Stored items:
----

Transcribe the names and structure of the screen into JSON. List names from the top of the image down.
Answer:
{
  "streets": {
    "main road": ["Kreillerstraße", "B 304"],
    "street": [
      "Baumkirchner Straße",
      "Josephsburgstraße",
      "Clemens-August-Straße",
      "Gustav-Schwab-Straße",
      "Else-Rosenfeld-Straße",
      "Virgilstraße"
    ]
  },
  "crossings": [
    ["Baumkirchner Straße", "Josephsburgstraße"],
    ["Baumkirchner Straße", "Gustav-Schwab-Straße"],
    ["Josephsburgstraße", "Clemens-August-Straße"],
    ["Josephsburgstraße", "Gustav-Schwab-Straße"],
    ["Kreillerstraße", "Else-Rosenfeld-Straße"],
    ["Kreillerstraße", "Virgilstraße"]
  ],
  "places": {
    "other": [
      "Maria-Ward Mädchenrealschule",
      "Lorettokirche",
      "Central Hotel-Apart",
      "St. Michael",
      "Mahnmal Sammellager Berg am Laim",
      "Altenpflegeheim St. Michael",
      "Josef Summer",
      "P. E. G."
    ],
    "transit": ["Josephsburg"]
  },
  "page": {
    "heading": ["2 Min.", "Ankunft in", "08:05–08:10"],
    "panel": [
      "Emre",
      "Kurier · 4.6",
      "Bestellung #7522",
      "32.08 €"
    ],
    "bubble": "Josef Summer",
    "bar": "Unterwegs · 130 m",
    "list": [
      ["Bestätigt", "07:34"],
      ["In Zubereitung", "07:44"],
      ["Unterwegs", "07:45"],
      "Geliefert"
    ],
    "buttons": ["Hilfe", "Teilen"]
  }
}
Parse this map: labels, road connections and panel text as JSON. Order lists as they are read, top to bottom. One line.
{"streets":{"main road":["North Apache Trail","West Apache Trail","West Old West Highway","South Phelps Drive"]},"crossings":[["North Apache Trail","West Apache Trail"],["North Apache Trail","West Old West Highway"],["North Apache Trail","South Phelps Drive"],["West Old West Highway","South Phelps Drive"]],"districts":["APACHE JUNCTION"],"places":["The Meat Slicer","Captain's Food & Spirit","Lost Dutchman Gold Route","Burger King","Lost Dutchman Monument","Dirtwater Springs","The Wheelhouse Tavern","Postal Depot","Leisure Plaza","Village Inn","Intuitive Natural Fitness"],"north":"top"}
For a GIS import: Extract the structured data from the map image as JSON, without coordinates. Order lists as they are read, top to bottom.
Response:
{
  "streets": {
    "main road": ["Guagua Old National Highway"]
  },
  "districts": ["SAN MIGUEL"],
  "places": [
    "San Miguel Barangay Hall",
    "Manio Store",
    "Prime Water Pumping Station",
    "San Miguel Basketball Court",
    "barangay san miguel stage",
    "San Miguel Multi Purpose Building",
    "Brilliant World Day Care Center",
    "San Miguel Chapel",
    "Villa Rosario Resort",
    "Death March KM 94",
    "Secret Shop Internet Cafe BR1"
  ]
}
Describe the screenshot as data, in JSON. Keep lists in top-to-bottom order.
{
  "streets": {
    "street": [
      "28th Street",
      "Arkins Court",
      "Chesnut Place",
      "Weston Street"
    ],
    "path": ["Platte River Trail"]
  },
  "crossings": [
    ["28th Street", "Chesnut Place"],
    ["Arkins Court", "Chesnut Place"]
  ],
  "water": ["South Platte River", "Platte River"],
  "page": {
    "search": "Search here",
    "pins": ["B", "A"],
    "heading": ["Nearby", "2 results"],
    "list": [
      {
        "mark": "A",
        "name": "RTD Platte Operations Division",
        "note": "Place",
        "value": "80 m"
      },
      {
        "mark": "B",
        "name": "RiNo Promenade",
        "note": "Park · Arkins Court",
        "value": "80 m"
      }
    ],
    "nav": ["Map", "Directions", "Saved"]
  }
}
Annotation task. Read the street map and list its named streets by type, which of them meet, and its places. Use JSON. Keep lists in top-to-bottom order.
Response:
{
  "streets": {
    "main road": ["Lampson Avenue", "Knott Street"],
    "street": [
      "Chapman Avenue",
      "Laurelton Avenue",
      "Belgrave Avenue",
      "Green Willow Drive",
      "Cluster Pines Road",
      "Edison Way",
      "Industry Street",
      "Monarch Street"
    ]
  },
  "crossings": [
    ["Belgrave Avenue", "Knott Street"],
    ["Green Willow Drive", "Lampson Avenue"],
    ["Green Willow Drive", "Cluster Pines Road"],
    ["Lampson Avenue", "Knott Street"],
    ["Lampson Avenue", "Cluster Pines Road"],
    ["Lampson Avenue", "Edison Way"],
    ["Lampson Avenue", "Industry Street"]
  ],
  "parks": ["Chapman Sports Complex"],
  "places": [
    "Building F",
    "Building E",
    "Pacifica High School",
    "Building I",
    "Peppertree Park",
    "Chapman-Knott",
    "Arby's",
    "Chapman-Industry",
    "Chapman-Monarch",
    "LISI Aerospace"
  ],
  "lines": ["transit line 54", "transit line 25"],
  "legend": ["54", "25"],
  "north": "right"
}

----

[ACTION ITEM]: Reproduce the data above in full. Leave nothing out.

[REPLY]:
Transcribe the names and structure of the screen into JSON. List names from the top of the image down.
Answer:
{
  "streets": {
    "main road": ["Kreillerstraße", "B 304"],
    "street": [
      "Baumkirchner Straße",
      "Josephsburgstraße",
      "Clemens-August-Straße",
      "Gustav-Schwab-Straße",
      "Else-Rosenfeld-Straße",
      "Virgilstraße"
    ]
  },
  "crossings": [
    ["Baumkirchner Straße", "Josephsburgstraße"],
    ["Baumkirchner Straße", "Gustav-Schwab-Straße"],
    ["Josephsburgstraße", "Clemens-August-Straße"],
    ["Josephsburgstraße", "Gustav-Schwab-Straße"],
    ["Kreillerstraße", "Else-Rosenfeld-Straße"],
    ["Kreillerstraße", "Virgilstraße"]
  ],
  "places": {
    "other": [
      "Maria-Ward Mädchenrealschule",
      "Lorettokirche",
      "Central Hotel-Apart",
      "St. Michael",
      "Mahnmal Sammellager Berg am Laim",
      "Altenpflegeheim St. Michael",
      "Josef Summer",
      "P. E. G."
    ],
    "transit": ["Josephsburg"]
  },
  "page": {
    "heading": ["2 Min.", "Ankunft in", "08:05–08:10"],
    "panel": [
      "Emre",
      "Kurier · 4.6",
      "Bestellung #7522",
      "32.08 €"
    ],
    "bubble": "Josef Summer",
    "bar": "Unterwegs · 130 m",
    "list": [
      ["Bestätigt", "07:34"],
      ["In Zubereitung", "07:44"],
      ["Unterwegs", "07:45"],
      "Geliefert"
    ],
    "buttons": ["Hilfe", "Teilen"]
  }
}
Parse this map: labels, road connections and panel text as JSON. Order lists as they are read, top to bottom. One line.
{"streets":{"main road":["North Apache Trail","West Apache Trail","West Old West Highway","South Phelps Drive"]},"crossings":[["North Apache Trail","West Apache Trail"],["North Apache Trail","West Old West Highway"],["North Apache Trail","South Phelps Drive"],["West Old West Highway","South Phelps Drive"]],"districts":["APACHE JUNCTION"],"places":["The Meat Slicer","Captain's Food & Spirit","Lost Dutchman Gold Route","Burger King","Lost Dutchman Monument","Dirtwater Springs","The Wheelhouse Tavern","Postal Depot","Leisure Plaza","Village Inn","Intuitive Natural Fitness"],"north":"top"}
For a GIS import: Extract the structured data from the map image as JSON, without coordinates. Order lists as they are read, top to bottom.
Response:
{
  "streets": {
    "main road": ["Guagua Old National Highway"]
  },
  "districts": ["SAN MIGUEL"],
  "places": [
    "San Miguel Barangay Hall",
    "Manio Store",
    "Prime Water Pumping Station",
    "San Miguel Basketball Court",
    "barangay san miguel stage",
    "San Miguel Multi Purpose Building",
    "Brilliant World Day Care Center",
    "San Miguel Chapel",
    "Villa Rosario Resort",
    "Death March KM 94",
    "Secret Shop Internet Cafe BR1"
  ]
}
Describe the screenshot as data, in JSON. Keep lists in top-to-bottom order.
{
  "streets": {
    "street": [
      "28th Street",
      "Arkins Court",
      "Chesnut Place",
      "Weston Street"
    ],
    "path": ["Platte River Trail"]
  },
  "crossings": [
    ["28th Street", "Chesnut Place"],
    ["Arkins Court", "Chesnut Place"]
  ],
  "water": ["South Platte River", "Platte River"],
  "page": {
    "search": "Search here",
    "pins": ["B", "A"],
    "heading": ["Nearby", "2 results"],
    "list": [
      {
        "mark": "A",
        "name": "RTD Platte Operations Division",
        "note": "Place",
        "value": "80 m"
      },
      {
        "mark": "B",
        "name": "RiNo Promenade",
        "note": "Park · Arkins Court",
        "value": "80 m"
      }
    ],
    "nav": ["Map", "Directions", "Saved"]
  }
}
Annotation task. Read the street map and list its named streets by type, which of them meet, and its places. Use JSON. Keep lists in top-to-bottom order.
Response:
{
  "streets": {
    "main road": ["Lampson Avenue", "Knott Street"],
    "street": [
      "Chapman Avenue",
      "Laurelton Avenue",
      "Belgrave Avenue",
      "Green Willow Drive",
      "Cluster Pines Road",
      "Edison Way",
      "Industry Street",
      "Monarch Street"
    ]
  },
  "crossings": [
    ["Belgrave Avenue", "Knott Street"],
    ["Green Willow Drive", "Lampson Avenue"],
    ["Green Willow Drive", "Cluster Pines Road"],
    ["Lampson Avenue", "Knott Street"],
    ["Lampson Avenue", "Cluster Pines Road"],
    ["Lampson Avenue", "Edison Way"],
    ["Lampson Avenue", "Industry Street"]
  ],
  "parks": ["Chapman Sports Complex"],
  "places": [
    "Building F",
    "Building E",
    "Pacifica High School",
    "Building I",
    "Peppertree Park",
    "Chapman-Knott",
    "Arby's",
    "Chapman-Industry",
    "Chapman-Monarch",
    "LISI Aerospace"
  ],
  "lines": ["transit line 54", "transit line 25"],
  "legend": ["54", "25"],
  "north": "right"
}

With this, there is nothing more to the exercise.